Opinion: Conversation about the Medical Supply System

By Chief Warrant Officer 4 Kevin O'Reilly and Chief Warrant Officer 3 Dae KimAugust 31, 2022

(Photo Credit: U.S. Army) VIEW ORIGINAL

Managing the logistics needs of a brick-and-mortar military hospital, commonly referred to as a Medical Treatment Facility (MTF), does not compare to the operational environment experienced by an Army preparing for or at war. Functions traditionally performed by a U.S. Army Life-Cycle Management Command (LCMC) at the national level are the same functions performed locally by clinical experts such as medics, nurses, and maintainers within each MTF. An MTF procures what it requires when it requires it and decides how to acquire it.  Thus, an MTF will broadly solicit local contracting for services and materiel, along with the liberal use of credit cards to facilitate the numerous and complicated tasks required to run a healthcare facility.

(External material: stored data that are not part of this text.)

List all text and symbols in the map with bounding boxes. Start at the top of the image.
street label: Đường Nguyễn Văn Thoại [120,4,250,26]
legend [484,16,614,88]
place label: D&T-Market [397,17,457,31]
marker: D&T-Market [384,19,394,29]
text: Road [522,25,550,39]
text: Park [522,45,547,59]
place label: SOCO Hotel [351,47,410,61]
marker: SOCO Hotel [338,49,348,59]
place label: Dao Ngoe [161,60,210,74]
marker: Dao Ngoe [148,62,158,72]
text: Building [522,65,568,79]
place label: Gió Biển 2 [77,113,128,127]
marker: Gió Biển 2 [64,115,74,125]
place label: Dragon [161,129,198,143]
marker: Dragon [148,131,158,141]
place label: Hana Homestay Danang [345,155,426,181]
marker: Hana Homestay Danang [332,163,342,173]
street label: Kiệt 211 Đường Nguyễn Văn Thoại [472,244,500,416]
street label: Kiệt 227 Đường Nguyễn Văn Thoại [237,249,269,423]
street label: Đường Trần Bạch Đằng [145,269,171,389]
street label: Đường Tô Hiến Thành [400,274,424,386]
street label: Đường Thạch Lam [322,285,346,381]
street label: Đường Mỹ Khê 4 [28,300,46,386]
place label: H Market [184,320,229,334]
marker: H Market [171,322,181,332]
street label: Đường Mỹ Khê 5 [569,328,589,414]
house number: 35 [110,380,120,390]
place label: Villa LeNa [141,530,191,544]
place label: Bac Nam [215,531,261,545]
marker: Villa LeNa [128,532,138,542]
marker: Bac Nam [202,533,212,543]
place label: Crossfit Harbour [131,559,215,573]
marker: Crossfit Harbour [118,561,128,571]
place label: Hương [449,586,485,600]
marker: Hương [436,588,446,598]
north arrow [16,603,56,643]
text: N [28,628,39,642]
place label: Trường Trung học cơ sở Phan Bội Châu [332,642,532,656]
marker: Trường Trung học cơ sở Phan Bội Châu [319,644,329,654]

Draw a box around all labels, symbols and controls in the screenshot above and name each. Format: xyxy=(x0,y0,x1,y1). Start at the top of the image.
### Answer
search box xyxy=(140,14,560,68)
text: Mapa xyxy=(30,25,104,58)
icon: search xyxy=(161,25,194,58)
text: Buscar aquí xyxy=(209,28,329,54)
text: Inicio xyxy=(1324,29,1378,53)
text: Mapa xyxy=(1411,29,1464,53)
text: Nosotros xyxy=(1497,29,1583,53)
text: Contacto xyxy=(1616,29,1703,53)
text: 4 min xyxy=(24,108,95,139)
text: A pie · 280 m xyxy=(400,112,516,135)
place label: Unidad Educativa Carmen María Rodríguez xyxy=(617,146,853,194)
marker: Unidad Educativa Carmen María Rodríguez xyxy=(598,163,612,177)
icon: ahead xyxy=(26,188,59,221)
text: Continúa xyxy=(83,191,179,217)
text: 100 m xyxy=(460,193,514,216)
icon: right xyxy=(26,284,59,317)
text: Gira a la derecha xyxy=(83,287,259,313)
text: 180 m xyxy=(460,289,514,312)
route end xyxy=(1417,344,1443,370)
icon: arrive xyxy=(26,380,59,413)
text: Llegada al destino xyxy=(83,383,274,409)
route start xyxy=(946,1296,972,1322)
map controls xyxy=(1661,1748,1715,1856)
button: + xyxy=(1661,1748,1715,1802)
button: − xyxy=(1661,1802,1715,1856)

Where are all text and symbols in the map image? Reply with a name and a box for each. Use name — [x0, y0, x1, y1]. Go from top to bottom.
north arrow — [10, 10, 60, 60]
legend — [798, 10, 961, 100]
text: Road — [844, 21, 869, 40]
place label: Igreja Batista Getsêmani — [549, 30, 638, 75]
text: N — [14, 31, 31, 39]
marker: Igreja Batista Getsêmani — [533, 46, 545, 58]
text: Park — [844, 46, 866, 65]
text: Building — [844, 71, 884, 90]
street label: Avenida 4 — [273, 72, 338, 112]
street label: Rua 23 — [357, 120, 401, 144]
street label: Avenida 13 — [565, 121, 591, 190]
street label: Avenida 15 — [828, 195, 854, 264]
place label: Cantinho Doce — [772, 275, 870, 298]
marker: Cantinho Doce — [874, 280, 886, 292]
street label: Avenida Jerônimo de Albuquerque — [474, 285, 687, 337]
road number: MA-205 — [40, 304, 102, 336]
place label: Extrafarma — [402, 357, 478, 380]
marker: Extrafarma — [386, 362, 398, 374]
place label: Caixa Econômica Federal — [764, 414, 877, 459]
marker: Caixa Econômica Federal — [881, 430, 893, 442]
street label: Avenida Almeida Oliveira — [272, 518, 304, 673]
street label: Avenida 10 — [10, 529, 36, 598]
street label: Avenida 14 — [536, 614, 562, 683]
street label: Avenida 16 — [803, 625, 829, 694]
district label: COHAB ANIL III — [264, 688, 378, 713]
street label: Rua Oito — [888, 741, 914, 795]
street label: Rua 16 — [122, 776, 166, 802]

Additionally, most of an MTF’s staff consists of DOD Civilians and contractors who are either full-time staff or service providers who perform specific tasks such as maintenance on radiographic equipment or the management of surgical sets on consignment.

MTFs are frequently visited by vendors who hold agreements with Defense Logistics Agency (DLA), local contracting, or vendors who seek to open contracts with the MTF. Since the logistics functions performed within an MTF are primarily local, the catalog data is also local. The MTF’s catalog data is directly populated in coordination with a clinical expert from the DLA or local vendors’ procurement records. Each MTF’s logistics operation is separate,  causing an island stovepipe architecture with the medical supply system. The hospital’s non-enterprise business model is appropriate when managing an MTF since healthcare is dynamic and heavily reliant on the local economy. In contrast, the Army is staffed solely with Soldiers tasked with requisitioning and managing supplies, performing maintenance on medical equipment, or performing direct patient care in a wartime setting where copious contractor support in the forms of materiel, personnel, and information is simply not available.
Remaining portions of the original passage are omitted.